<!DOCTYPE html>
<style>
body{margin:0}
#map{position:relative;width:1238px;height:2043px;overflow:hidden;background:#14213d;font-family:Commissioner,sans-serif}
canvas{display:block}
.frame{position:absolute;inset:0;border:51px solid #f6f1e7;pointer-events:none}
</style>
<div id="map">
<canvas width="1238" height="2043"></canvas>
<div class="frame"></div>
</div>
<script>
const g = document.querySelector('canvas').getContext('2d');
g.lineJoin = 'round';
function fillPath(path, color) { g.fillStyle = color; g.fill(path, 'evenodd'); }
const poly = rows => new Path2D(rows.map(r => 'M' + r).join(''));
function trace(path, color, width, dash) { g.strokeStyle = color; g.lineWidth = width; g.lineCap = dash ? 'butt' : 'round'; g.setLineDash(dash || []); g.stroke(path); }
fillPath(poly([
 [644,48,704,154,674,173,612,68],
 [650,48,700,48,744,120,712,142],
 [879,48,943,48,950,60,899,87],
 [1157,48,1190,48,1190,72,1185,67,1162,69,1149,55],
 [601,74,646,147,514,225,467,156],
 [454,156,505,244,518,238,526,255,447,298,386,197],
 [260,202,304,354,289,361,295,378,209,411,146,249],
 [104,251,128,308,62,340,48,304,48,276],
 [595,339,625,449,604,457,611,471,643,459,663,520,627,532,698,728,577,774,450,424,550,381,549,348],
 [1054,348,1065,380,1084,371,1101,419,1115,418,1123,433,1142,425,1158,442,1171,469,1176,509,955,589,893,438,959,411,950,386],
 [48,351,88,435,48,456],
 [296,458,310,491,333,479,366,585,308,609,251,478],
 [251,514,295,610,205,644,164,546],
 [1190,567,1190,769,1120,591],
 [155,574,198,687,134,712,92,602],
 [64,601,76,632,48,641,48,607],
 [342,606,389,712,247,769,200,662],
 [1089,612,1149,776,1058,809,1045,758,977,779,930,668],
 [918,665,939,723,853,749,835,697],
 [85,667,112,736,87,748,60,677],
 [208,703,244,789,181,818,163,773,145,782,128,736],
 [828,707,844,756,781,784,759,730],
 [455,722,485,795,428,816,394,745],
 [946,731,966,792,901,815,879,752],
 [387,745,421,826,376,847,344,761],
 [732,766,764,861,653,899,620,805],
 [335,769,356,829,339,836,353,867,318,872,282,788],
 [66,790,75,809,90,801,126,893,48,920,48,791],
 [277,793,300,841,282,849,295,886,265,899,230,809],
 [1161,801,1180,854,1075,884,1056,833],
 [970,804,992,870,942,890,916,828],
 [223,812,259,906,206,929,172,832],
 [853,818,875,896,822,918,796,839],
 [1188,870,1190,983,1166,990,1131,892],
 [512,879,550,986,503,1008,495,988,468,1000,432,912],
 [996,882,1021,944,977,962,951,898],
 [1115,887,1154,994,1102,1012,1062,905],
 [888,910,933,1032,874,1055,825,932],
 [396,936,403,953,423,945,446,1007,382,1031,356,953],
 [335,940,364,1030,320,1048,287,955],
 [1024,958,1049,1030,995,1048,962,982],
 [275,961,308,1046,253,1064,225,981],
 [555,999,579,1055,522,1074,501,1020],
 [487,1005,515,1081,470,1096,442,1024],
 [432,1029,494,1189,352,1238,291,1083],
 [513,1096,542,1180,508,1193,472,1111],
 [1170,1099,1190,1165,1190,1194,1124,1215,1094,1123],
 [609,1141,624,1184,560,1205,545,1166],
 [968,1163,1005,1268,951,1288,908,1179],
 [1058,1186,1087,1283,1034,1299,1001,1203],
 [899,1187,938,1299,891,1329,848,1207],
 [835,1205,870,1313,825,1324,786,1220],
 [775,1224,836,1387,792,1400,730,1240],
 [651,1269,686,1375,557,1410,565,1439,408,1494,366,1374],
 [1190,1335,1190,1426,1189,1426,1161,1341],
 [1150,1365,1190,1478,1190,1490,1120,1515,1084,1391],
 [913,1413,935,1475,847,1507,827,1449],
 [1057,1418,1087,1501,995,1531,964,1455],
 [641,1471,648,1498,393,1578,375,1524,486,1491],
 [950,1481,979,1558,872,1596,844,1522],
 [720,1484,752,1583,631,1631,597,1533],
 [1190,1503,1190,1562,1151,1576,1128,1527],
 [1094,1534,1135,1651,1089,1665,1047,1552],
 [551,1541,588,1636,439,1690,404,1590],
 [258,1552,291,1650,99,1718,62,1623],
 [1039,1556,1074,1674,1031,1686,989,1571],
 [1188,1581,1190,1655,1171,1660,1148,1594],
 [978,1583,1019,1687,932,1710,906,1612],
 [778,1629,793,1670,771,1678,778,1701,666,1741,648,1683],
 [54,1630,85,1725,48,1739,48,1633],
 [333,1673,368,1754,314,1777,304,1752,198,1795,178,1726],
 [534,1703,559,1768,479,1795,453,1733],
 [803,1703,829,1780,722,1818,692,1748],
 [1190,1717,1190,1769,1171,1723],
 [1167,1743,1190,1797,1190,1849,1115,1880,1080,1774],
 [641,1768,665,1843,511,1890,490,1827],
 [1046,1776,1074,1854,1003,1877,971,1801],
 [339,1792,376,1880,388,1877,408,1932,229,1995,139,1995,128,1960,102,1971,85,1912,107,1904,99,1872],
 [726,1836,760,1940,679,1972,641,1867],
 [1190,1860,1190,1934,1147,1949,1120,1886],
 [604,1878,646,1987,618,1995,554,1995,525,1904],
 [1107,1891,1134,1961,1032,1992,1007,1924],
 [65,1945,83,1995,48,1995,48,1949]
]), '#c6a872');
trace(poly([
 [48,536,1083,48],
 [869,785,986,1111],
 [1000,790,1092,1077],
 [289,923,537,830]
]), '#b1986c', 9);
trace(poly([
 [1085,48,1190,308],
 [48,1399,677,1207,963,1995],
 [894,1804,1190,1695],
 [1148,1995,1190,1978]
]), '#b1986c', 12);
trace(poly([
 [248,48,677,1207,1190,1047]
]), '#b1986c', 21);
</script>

- EXERCISE REQUIREMENTS
Across the data above, count every line with "position" in it and write only the total.

- RESPONSE BOX
2